# Which Line for Ultralight Outfit?



## RekFix (Dec 30, 2011)

The tasline is good, Go with that.

I'd start with braid first before using fluoro straight through


----------



## ajbigfish (Sep 16, 2013)

Power pro or platyapus platinum braid. Power pro's made by shimano so it will go better with your reel.


----------



## ajbigfish (Sep 16, 2013)

I 've got platypus braid on my sedona, have had on there for a while and it hasn't let me down yet. I've got 10lb and I've caught 6kg salmon on it.


----------



## RekFix (Dec 30, 2011)

Joel said:


> RekFix said:
> 
> 
> > The tasline is good, Go with that.
> ...


It comes down to what you're using for.. short answer no.

Just whack on a light leader if that's what you're after.
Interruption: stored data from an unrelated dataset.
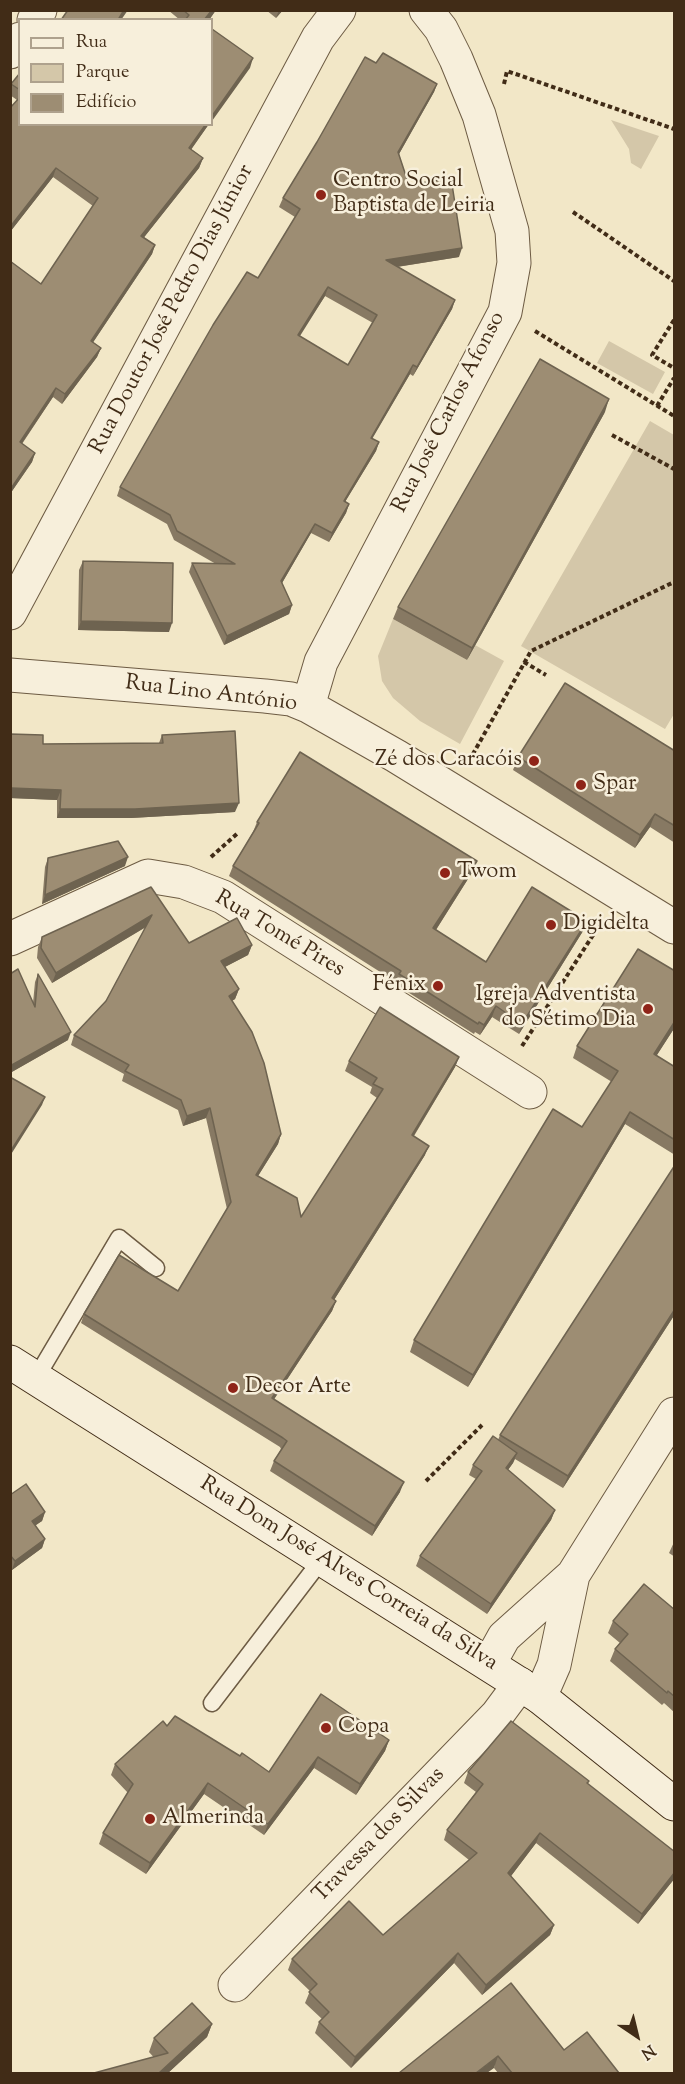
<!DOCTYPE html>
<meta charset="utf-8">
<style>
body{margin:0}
#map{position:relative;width:685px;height:2084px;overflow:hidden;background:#f2e7c7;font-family:"Sorts Mill Goudy",serif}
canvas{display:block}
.frame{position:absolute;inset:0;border:12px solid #412c17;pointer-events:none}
.legend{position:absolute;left:18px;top:18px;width:195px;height:108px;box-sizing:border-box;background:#f7efdb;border:2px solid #aea18d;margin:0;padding:8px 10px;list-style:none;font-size:18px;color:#412c17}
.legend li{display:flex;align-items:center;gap:12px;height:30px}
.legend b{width:30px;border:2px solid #aea18d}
.north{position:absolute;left:607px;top:2006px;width:60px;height:60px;-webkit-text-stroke:4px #f7efdb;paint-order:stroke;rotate:145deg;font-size:16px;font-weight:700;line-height:24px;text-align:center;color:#412c17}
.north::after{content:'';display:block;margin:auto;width:21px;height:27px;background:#412c17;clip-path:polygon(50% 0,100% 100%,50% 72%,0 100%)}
</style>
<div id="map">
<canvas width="685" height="2084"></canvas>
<div class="frame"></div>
<ul class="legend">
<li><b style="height:8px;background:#f7efdb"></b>Rua</li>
<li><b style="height:16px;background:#d4c7a9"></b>Parque</li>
<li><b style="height:16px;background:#9d8d73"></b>Edifício</li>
</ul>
<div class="north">N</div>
</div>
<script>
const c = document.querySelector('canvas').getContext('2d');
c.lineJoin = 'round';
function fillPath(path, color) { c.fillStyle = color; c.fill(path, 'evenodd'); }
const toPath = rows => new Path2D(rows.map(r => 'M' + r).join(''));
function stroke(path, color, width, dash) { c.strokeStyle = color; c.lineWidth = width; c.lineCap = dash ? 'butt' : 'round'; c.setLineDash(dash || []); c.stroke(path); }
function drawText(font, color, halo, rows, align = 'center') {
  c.font = font + ' "Sorts Mill Goudy",serif'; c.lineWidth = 5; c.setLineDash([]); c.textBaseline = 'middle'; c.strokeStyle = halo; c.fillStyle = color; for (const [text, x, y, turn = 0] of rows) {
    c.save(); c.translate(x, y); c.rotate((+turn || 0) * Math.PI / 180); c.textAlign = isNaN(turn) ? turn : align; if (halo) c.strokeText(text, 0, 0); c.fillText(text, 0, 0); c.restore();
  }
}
const green = toPath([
 [611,120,659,136,641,169,631,163,629,149],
 [609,341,665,372,653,394,597,363],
 [650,421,674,435,674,714,665,729,521,646],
 [393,619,467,660,475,645,504,661,460,744,420,721,393,698,382,681,378,656]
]);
const path = toPath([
 [504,84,507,71,674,129],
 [573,212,674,281],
 [674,320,652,355,674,368],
 [535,331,674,416],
 [657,406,674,378],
 [612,435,674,469],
 [524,662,546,675],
 [469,761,531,651,674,582],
 [211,857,238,833],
 [522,1046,602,921],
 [426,1481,482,1425]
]);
const lane = toPath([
 [36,1378,119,1238,156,1268],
 [212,1703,322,1559]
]);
const street = toPath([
 [34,20,40,10],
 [10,52,20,39],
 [10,613,318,38,339,10],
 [10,675,265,696,291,699,308,706,396,756,674,927],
 [308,706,321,662,505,312,514,263,512,231,479,115,456,59,441,29,426,10],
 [10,939,148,876,184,882,223,897,530,1092],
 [489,1664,504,1637,573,1575,674,1414],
 [540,1697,554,1665,573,1575],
 [235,1985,497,1715,520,1684]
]);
const secondary = toPath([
 [10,1362,540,1697,674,1804]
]);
const wall = toPath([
 [168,10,216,10,209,20,180,20],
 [266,10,283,10,276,18],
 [376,63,437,84,434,92,399,154,409,185,459,257,397,267,455,300,452,309,413,376,410,374,372,438,379,442,376,451,345,502,349,504,346,513,329,542,311,533,282,583,292,605,289,614,224,645,189,572,192,563,216,564,174,540,167,524,117,496,120,487,258,278,295,217,279,207,283,198],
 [325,296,373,323,348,365,299,336],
 [20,73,20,124,209,124,191,149,203,158,199,168,144,237,155,245,152,254,93,342,101,348,97,357,62,404,53,397,22,444,35,453,32,462,10,494,10,262,41,284,93,206,53,177,10,232,10,108,17,100,10,95,10,86],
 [605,412,467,660,393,619,398,607],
 [83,561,169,632,78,630,79,570],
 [162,735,235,812,131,818,57,818,57,800,10,798,43,744,159,743],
 [675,751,675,843,650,827,635,848,513,770,518,757],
 [257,822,477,861,473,871,436,930,486,962,583,931,519,1034,492,1017,480,1035,475,1032,474,1034,395,984,396,982,229,876,233,866,253,832],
 [48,858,125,866,42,904,45,867],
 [151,887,189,943,252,945,248,955,225,967,239,989,235,999,232,1001,281,1134,278,1144,258,1176,301,1217,377,1098,370,1093,372,1087,345,1071,349,1061,459,1057,455,1067,414,1136,425,1155,334,1300,336,1301,332,1311,274,1399,400,1492,372,1536,270,1471,274,1461,281,1449,280,1447,81,1323,84,1314,178,1291,227,1209,206,1118,183,1126,178,1110,122,1081,124,1074,71,1045,74,1035,106,1001,146,927,52,983,37,958,38,947,42,937],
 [675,971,675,1027,656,1056,675,1067,675,1155,625,1124,468,1387,410,1352,414,1340,582,1127,612,1082,573,1058,577,1046],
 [38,974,68,1040,10,1073,33,1003,35,982],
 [675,1165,675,1314,563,1488,515,1459,513,1463,508,1470,555,1510,551,1520,487,1614,416,1566,420,1556,476,1479,469,1475,473,1465,498,1440,500,1435],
 [10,1495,45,1512,42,1521,35,1525,45,1539,42,1548,12,1570,10,1568],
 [675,1540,675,1557,669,1553],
 [675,1610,675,1713,664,1703,662,1705,610,1661,615,1649,620,1643,608,1633,613,1621],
 [321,1694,389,1740,385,1751,356,1795,314,1768,264,1835,204,1794,146,1874,99,1844,103,1833,128,1793,111,1775,115,1764,167,1726,269,1772],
 [468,1772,589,1781,588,1784,675,1852,675,1878,638,1924,536,1843,511,1876,554,1925,550,1935,482,1995,454,1963,351,2068,315,2033,319,2022,322,2019,305,2003,310,1991,288,1970,292,1959,383,1935,469,1860,444,1840,447,1830,476,1792,464,1783],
 [511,1983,564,2050,619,2073,498,2073,494,2068],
 [212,2024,207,2037,168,2073,149,2052,154,2038]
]);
const shadedWall = toPath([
 [124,10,128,10,121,20,118,20],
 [212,10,216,10,209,20,204,20],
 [279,10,283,10,276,18],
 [253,58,250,68,212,121,212,116],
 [437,84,434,92,395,161,398,152],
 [206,124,209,124,186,157,189,148],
 [203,158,199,168,138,245,141,236],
 [56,168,53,177,10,232,10,227],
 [155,245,152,254,88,350,91,341],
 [462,248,459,257,383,269,386,260],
 [328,287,325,296,295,344,298,335],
 [455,300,452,309,413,376,417,367],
 [101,348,97,357,62,404,65,394],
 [413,365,410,374,368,446,371,438],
 [56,388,53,397,16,452,20,442],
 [609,399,605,412,467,660,472,648],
 [379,442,376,451,340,510,344,501],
 [35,453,32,462,10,494,10,490],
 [349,504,346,513,329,542,332,533],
 [315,524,311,533,278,590,281,581],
 [292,605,289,614,224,645,227,636],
 [81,621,172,623,169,632,78,630],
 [11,788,61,790,57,800,10,798],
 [239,803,235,812,131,818,57,818,60,809],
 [655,814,650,827,635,848,640,835],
 [128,857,125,866,42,904,45,895],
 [477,861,473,871,430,939,433,928],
 [152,915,149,925,52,983,56,973],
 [587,921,583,931,519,1034,522,1024],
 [252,945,248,955,217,971,221,961],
 [239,989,235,999,225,1005,229,996],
 [496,1006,492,1017,480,1035,484,1025],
 [675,1021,675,1027,650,1066,654,1054],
 [71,1032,68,1040,10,1073,10,1066],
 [459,1057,455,1067,408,1145,412,1135],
 [45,1097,42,1105,10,1156,10,1152],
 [210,1108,206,1118,183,1126,187,1116],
 [630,1112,625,1124,468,1387,473,1375],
 [281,1134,278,1144,253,1184,256,1175],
 [429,1146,425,1155,329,1308,332,1298],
 [336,1301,332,1311,269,1407,272,1398],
 [675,1309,675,1314,563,1488,568,1476],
 [517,1453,513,1463,502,1478,506,1468],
 [404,1482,400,1492,372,1536,375,1526],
 [555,1510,551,1520,487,1614,491,1604],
 [45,1512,42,1521,29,1530,32,1521],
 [45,1539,42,1548,12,1570,15,1561],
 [389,1740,385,1751,356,1795,360,1784],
 [318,1757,314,1768,264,1835,268,1824],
 [208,1783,204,1794,146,1874,150,1863],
 [540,1833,536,1843,505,1884,508,1873],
 [675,1872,675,1878,638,1924,642,1914],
 [554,1925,550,1935,482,1995,486,1985],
 [458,1953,454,1963,351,2068,355,2057],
 [212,2024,207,2037,168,2073,159,2073],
 [498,2056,494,2068,487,2073,476,2073]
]);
const building = toPath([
 [68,10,124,10,118,20,61,20,68,10],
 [183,10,212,10,204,20,185,20,189,15,183,10],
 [212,29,253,58,212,116,212,29],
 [383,53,437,84,398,152,409,185,451,178,462,248,386,260,455,300,417,367,413,365,371,438,379,442,344,501,349,504,332,533,315,524,281,581,292,605,227,636,192,563,235,564,177,531,170,515,120,487,213,325,247,272,258,278,300,209,283,198,317,142,365,57,376,63,383,53],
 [328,287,377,315,348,365,298,335,328,287],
 [20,73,20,90,11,84,20,73],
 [20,97,20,124,206,124,189,148,203,158,141,236,155,245,91,341,101,348,65,394,56,388,20,442,35,453,10,490,10,261,41,284,98,198,56,168,10,227,10,108,20,97],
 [540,359,609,399,472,648,398,607,540,359],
 [83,561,173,563,172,623,81,621,83,561],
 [565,683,675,751,675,826,655,814,640,835,518,757,565,683],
 [235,731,239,803,135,809,60,809,61,790,11,788,10,792,10,734,43,735,43,744,163,743,162,735,235,731],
 [300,752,477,861,433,928,486,962,532,887,587,921,522,1024,496,1006,484,1025,479,1022,478,1024,399,974,401,971,233,866,259,823,257,822,300,752],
 [118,841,128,857,45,895,48,858,118,841],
 [151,887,189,943,237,918,252,945,221,961,239,989,229,996,252,1032,264,1063,281,1134,256,1175,297,1198,301,1217,383,1089,373,1084,377,1078,349,1061,380,1007,459,1057,412,1135,429,1146,332,1298,336,1301,272,1398,404,1482,375,1526,274,1461,287,1441,283,1438,84,1314,119,1255,178,1291,231,1202,210,1108,187,1116,181,1100,125,1071,129,1065,74,1035,106,1001,152,915,56,973,41,948,42,937,151,887],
 [638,949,675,971,675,1021,654,1054,675,1067,675,1140,630,1112,473,1375,414,1340,553,1109,582,1127,618,1071,577,1046,638,949],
 [18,969,35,1007,38,974,71,1032,10,1066,10,974,18,969],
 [10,1077,45,1097,10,1152,10,1077],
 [675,1165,675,1309,568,1476,500,1435,675,1165],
 [493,1436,517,1453,506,1468,555,1510,491,1604,420,1556,482,1471,473,1465,493,1436],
 [26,1484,45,1512,32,1521,45,1539,15,1561,10,1555,10,1495,26,1484],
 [644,1584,675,1610,675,1697,668,1691,667,1693,615,1649,628,1634,613,1621,644,1584],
 [321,1694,389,1740,360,1784,318,1757,268,1824,208,1783,150,1863,103,1833,133,1784,115,1764,163,1721,167,1726,175,1716,240,1756,242,1753,269,1772,321,1694],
 [511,1721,589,1781,587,1783,675,1852,675,1872,642,1914,540,1833,508,1873,554,1925,486,1985,458,1953,355,2057,319,2022,329,2012,309,1992,317,1984,292,1959,349,1901,383,1935,477,1853,447,1830,483,1784,468,1772,511,1721],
 [511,1983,564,2050,587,2032,619,2073,512,2073,498,2056,476,2073,399,2073,511,1983],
 [192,2003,212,2024,159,2073,94,2073,168,2053,154,2038,192,2003]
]);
const markers = [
 [321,195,6,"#8f2418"],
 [534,761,6,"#8f2418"],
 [581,785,6,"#8f2418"],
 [445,873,6,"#8f2418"],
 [551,925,6,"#8f2418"],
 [438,986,6,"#8f2418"],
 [648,1009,6,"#8f2418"],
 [233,1388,6,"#8f2418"],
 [326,1728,6,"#8f2418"],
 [150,1819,6,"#8f2418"]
];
const poiNames = [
 ["Centro Social",333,182],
 ["Baptista de Leiria",333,207],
 ["Zé dos Caracóis",522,761,"right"],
 ["Spar",593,785],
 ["Twom",457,873],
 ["Digidelta",563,925],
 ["Fénix",426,986,"right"],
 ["Igreja Adventista",636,996,"right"],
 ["do Sétimo Dia",636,1021,"right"],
 ["Decor Arte",245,1388],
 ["Copa",338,1728],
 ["Almerinda",162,1819]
];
const streetNames = [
 ["Rua Doutor José Pedro Dias Júnior",173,310,-62],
 ["Rua José Carlos Afonso",450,413,-63],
 ["Rua Lino António",211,695,7],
 ["Rua Tomé Pires",279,935,31],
 ["Rua Dom José Alves Correia da Silva",348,1575,32],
 ["Travessa dos Silvas",380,1836,-46]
];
fillPath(green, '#d4c7a9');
stroke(lane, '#6d5b43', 19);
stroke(street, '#6d5b43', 35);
stroke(secondary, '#412c17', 35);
stroke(path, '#412c17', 4, [4.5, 3]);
stroke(lane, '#f7efdb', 16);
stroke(street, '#f7efdb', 33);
stroke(secondary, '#f7efdb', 33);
fillPath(wall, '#877963');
fillPath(shadedWall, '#6e6350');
fillPath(building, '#9d8d73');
stroke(building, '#6e6350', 1.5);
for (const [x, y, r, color] of markers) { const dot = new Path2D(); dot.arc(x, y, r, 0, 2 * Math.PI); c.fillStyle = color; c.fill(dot); stroke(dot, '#f7efdb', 2); }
drawText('22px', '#412c17', '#f7efdb', poiNames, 'left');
drawText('22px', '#412c17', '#f7efdb', streetNames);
</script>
You can always up it. Say if you're around a few snags you're not going to be running 4lb leader for to long.
I'd go with the 6lb sas and 6lb fluoro leader to start with and see how you like it.. Good luck


----------



## hijacker (Oct 26, 2013)

I use 2lb crystal fireline,have for years...no problems n cheap...


----------



## Manny82 (Sep 24, 2013)

hijacker said:


> I use 2lb crystal fireline,have for years...no problems n cheap...


Used fireline since I started fishing with braid. Switched to fireline exceed now, bit thinner I think and cast quite far with light lures.


----------



## koich (Jul 25, 2007)

When you're going light( as in 4lb or less) for the first time for the love of god don't buy top shelf braid. If you put something like 4lb sensor on it you'll get 1000 wind knots in 10 minutes and ruin 80 bucks of line.

Go fireline or power pro for a few months until you've sorted your casting out.


----------



## spork (Jan 21, 2012)

ajbigfish said:


> Power pro or platyapus platinum braid. Power pro's made by shimano so it will go better with your reel.


Not sure if tongue in cheek. :?

Rod is daiwa, so the reel won't fit properly anyway... ;-)

Agree with go a bit heavier on the braid so you can tie on a heavier leader if you need to around snags. Love the 8lb SAS (use it on all my light spin reels) and seldom get a wind knot. Apparently the 6lb is "too thin" unless you are absolutely spot on with your knots (according to the bloke that makes the stuff!) where as the 8lb is a bit more forgiving, and still plenty thin enough.


----------



## hijacker (Oct 26, 2013)

spork said:


> ajbigfish said:
> 
> 
> > Power pro or platyapus platinum braid. Power pro's made by shimano so it will go better with your reel.
> ...


+1 4lb n less braid is preeetty wispy stuff n when ya fingers are wet n breeze blowing its can be challenging tryin to get hold of it to tie anything.
If you go with fireline exceed or crystal remember it takes a dozen or so good casts every time you go to get the stiffness out of it but after that it really fires out well


----------



## RhubarbTheYeti (Oct 28, 2013)

I'm using 4lb braid (can't remember what brand) and 6lb fluoro leader. Have to take my reading glasses with me on yak coz they are both so fine its impossible to see them to tie knots without (yet another hassle with getting old  )


----------



## Lainy (Mar 29, 2013)

" Ohdragon wx4 ultra pe 2" 
The 4lb is 0.094mm, super strong, smooth and good for tying knots.
I also use the 6lb and it's the best braid I've ever used.
Not cheap though, $80ish for 150m but well worth it.
I've never had a wind knot or random breaks.


----------



## ajbigfish (Sep 16, 2013)

Lainy said:


> "
> Not cheap though, $80ish for 150m but well worth it.


That's rather expensive.


----------



## Lainy (Mar 29, 2013)

Yea but it's a premium quality line, I can't fault it.
I also use nitlon pe 4lb and I rate that, allot thinker than the ohdragon braid but great value when you buy it off the spool at tackle world.


----------



## robsea (Apr 7, 2010)

How much line to spool? As a general guide the Ci4 1000 or any 1000 size Shimano spool takes the 150 m of 4lb powerpro quite nicely. The 4lb powerpro is very forgiving and actual breaking strain is much higher. The diameter of this line and the length will help you determine how much line to spool in terms of the thinner diameter braids available.


----------